Mesmo respondendo que a ênfase das aulas se dá na audição e na fala, os professores defendem a manutenção da escrita, mesmo tão precocemente, argumentando que “é necessário justificar para a direção da escola e para os pais as ações feitas em sala como forma de comprovar que, de fato, os estudantes estão aprendendo alguma coisa na LE” (PF1- NC, 2011). O registro visível da escrita concretiza a abstração da língua. A escrita permite que se veja o ato realizado e o tempo ocupado. Porém, não significa, necessariamente, que havendo o registro na escrita há aprendizagem. Pode ser simplesmente uma cópia, uma reprodução ou

atividades estruturais sem objetivo aplicável. O forte apelo ao estudo “sobre” a língua e não o estudo “da” língua é evidenciado nas atividades propostas, como se observa na sugestão de atividade por meio dos objetivos.

“Os nomes em inglês devem ser colocados em ordem alfabética”, “Observar se ocorrem mudanças nesta ordem quando comparadas à ordem alfabética da mesma palavra em português e se ela diferencia-se ou não do inglês” (PF1- PE, 2011).

Desde muito cedo se reduz os aprendizes às formalizações da língua, distanciando-os de aprender a se comunicar e a lidar com o seu movimento dinâmico no ciberespaço. Esta forma de ensinar tolhe o sujeito de incluir as experiências compartilhadas, por meio das trocas linguísticas no conhecimento em construção, porque não vai conseguir se comunicar, nem desenvolver “ações conjuntas” (KOCH; CUNHA-LIMA, 2005, 282).

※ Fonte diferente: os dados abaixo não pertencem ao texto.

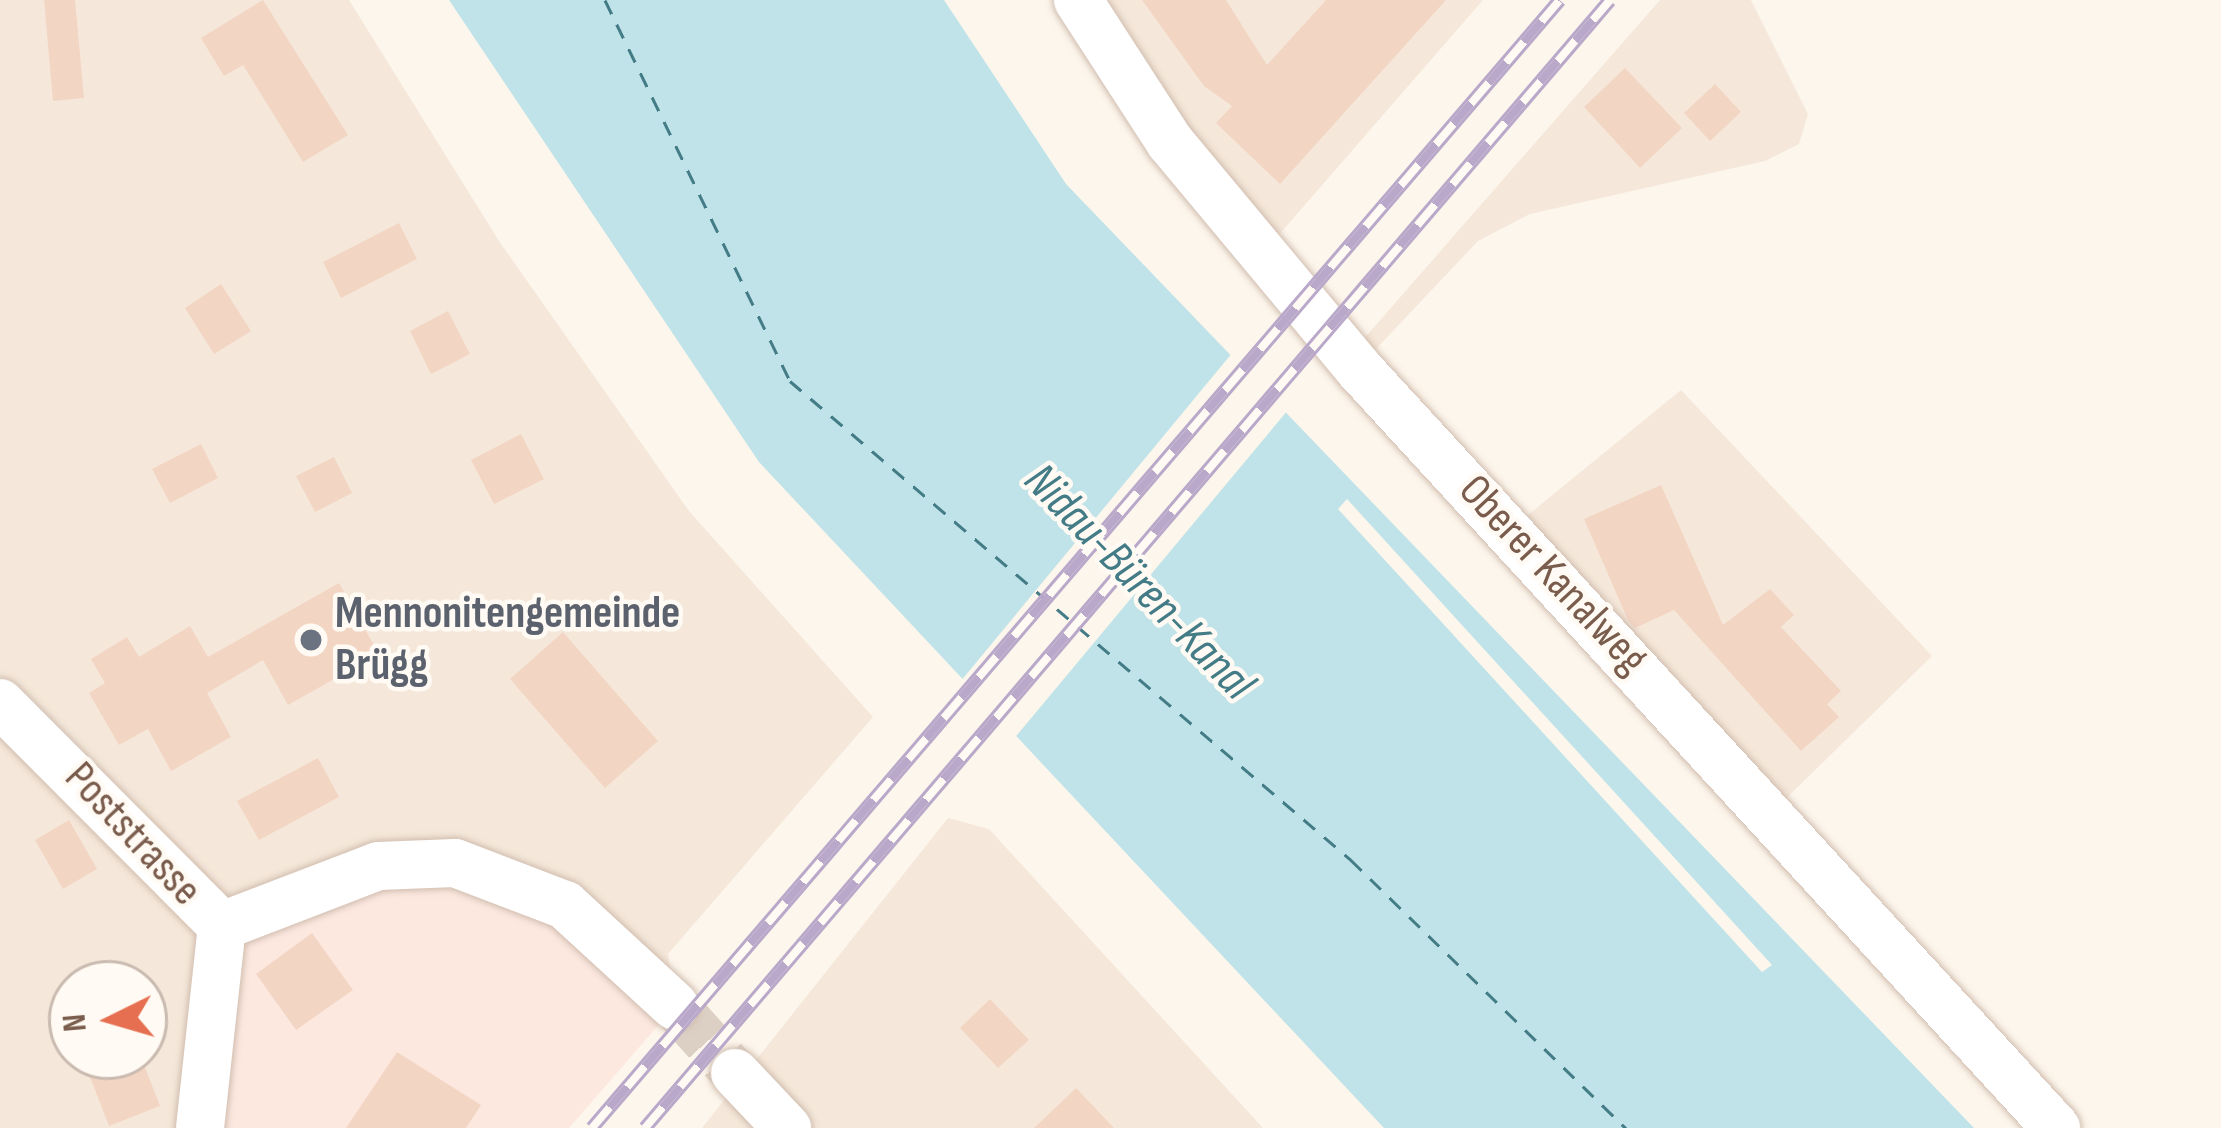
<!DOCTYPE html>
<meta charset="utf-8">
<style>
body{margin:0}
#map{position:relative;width:2221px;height:1128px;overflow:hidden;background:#fdf6ec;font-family:"Sofia Sans Condensed",sans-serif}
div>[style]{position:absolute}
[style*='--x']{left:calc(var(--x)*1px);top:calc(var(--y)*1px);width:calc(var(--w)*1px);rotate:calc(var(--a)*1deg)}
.residential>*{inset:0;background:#f5e8da}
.commercial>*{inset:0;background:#fde8e0}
.water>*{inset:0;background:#bfe3e8}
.pier>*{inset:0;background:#fdf6ec}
.ferry>*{height:3px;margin-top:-1.5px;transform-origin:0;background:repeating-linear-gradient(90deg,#437c86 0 15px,transparent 0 27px)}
.building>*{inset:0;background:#f3d5c3}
.street-tunnel>*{height:48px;margin-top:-24px;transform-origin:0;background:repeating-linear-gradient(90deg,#dcd0c4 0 48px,transparent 0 72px)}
.roads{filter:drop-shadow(0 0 3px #d1beb0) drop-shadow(0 0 3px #d1beb0)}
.street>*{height:48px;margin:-24px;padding:0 24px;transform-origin:24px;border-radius:24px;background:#fff}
.rail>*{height:14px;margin-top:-7px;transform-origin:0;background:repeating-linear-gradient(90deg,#fffaf3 0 27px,#b9a8c9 0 54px);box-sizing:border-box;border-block:3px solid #b9a8c9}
.dots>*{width:33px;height:33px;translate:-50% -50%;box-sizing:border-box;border:6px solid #fffaf3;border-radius:50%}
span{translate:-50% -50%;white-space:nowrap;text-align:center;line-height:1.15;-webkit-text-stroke:9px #fffaf3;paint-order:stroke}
.street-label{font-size:45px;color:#7a5c4d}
.worship-label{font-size:45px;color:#5b616d;font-weight:700}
.left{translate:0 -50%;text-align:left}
.water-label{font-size:48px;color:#437c86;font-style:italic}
.north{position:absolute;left:48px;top:960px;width:120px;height:120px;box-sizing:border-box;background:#fffaf3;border:3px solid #cabbb1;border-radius:50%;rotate:265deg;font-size:33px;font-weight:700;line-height:48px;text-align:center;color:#7a5c4d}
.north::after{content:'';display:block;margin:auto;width:42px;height:54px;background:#e76f51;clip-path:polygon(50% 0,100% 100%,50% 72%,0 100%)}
</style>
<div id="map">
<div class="residential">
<div style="clip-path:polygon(evenodd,0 0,349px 0,499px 241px,689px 511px,873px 717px,668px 954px,675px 1006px,200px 1128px,0 1128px,0 0,72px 984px,144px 984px,144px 1056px,72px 1056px,72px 984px)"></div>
<div style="clip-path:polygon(1078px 0,1483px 0,1270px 245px,1361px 342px,1660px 0,1751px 0,1808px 114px,1799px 144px,1765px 161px,1530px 214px,1478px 241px,1358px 368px)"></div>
<div style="clip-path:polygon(1681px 390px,1932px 656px,1772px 812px,1512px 528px)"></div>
<div style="clip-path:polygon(948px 818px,989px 829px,1263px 1128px,702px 1128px)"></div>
</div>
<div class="commercial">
<div style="clip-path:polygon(489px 870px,675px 1006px,569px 1128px,200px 1128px,222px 926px,336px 878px)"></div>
</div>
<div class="water">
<div style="clip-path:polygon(449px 0,944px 0,1066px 184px,1974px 1128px,1384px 1128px,759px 462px)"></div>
</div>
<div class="pier">
<div style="clip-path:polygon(1233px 352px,1288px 410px,1012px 741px,960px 682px)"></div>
<div style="clip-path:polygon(1347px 499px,1681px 865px,1772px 965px,1762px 972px,1338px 509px)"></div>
</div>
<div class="ferry">
<div style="--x:605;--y:0;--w:424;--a:64.1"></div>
<div style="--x:790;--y:381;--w:738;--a:40.49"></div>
<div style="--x:1351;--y:860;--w:384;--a:44.3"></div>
</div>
<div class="building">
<div style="clip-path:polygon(44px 0,75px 0,84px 98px,53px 101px)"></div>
<div style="clip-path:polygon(263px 0,348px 135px,303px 162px,243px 65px,224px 76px,201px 38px)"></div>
<div style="clip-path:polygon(1142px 0,1226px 0,1267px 65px,1326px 0,1446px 0,1280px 184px,1216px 123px,1232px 106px,1204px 86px)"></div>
<div style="clip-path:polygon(1625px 68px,1682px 128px,1640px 168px,1584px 107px)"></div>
<div style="clip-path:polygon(1715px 84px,1741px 112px,1710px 141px,1684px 113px)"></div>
<div style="clip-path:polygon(399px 223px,417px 259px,341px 298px,323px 262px)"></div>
<div style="clip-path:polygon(221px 284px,251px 331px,214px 354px,185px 308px)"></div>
<div style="clip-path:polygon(448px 311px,470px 354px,431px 374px,410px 331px)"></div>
<div style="clip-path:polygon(521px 434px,544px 479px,494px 504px,471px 460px)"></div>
<div style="clip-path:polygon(201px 444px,218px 478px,170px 503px,152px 469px)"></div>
<div style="clip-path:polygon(334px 457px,352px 493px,315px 512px,296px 476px)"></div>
<div style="clip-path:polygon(1661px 485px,1723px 625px,1770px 589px,1794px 615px,1781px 627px,1841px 691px,1827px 704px,1839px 717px,1801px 751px,1674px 610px,1635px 628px,1628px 620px,1584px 519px)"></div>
<div style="clip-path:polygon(339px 583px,379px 654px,288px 705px,263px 660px,207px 693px,231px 737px,171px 771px,148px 729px,119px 745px,89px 693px,105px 683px,91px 659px,127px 637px,139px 657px,190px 626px,208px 657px)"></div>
<div style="clip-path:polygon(563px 632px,658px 741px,605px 788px,510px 679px)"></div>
<div style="clip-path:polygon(318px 758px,339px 797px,259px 840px,237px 801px)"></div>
<div style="clip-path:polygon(69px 820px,97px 869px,63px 889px,35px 840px)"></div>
<div style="clip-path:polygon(312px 933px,353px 990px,296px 1030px,256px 974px)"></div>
<div style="clip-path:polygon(990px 999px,1029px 1040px,998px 1068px,960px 1028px)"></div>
<div style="clip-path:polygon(397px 1052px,481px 1105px,466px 1128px,346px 1128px)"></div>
<div style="clip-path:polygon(141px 1057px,160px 1106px,109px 1126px,90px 1077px)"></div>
<div style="clip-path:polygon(1076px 1088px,1114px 1128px,1034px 1128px)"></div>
</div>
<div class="street-tunnel">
<div style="--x:675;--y:1006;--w:90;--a:48.2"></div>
</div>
<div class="roads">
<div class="street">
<div style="--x:1078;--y:0;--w:169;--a:57.1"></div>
<div style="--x:1170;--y:142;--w:294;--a:50.2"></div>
<div style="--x:1358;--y:368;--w:1032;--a:47.43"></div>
<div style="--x:0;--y:703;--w:315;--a:45.1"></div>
<div style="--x:222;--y:926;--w:167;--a:-21"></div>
<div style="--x:378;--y:866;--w:77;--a:-2.2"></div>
<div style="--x:455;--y:863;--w:118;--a:20.9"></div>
<div style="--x:565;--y:905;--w:149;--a:42.6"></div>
<div style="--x:735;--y:1073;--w:76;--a:46.6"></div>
<div style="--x:200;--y:1128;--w:203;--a:-83.8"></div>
</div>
</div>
<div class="rail">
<div style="--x:592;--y:1128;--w:1486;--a:-49.37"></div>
<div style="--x:645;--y:1128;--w:1484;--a:-49.45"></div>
</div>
<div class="dots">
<div style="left:311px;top:640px;background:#6b7280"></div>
</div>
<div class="street-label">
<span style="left:1553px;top:575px;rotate:47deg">Oberer Kanalweg</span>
<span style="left:133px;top:834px;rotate:47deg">Poststrasse</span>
</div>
<div class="worship-label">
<span class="left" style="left:335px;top:640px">Mennonitengemeinde<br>Brügg</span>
</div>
<div class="water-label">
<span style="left:1139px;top:582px;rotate:46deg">Nidau-Büren-Kanal</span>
</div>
<div class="north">N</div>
</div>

Os professores se queixam das dificuldades para ministrar as aulas e justificam o fracasso da aprendizagem argumentando sobre a “falta de interesse dos alunos”. É compreensível que isso ocorra pelo distanciamento entre a vivência dos aprendizes – mergulhada em ações comunicativas no ciberespaço – com a prática docente fixada no mundo do papel e da escrita. A experiência dos aprendizes com a língua, fora da escola, se dá por meio de funções determinadas a desempenhar. Metáforas, sinais corporais e verbalizações permeiam as ações e relações complexas são construídas e o sentido é configurado. Sair desse contexto para as aulas, centradas em aspectos inflexíveis do idioma, como estrutura e compreensão de textos, trará, sem dúvida, a “falta de interesse dos alunos”.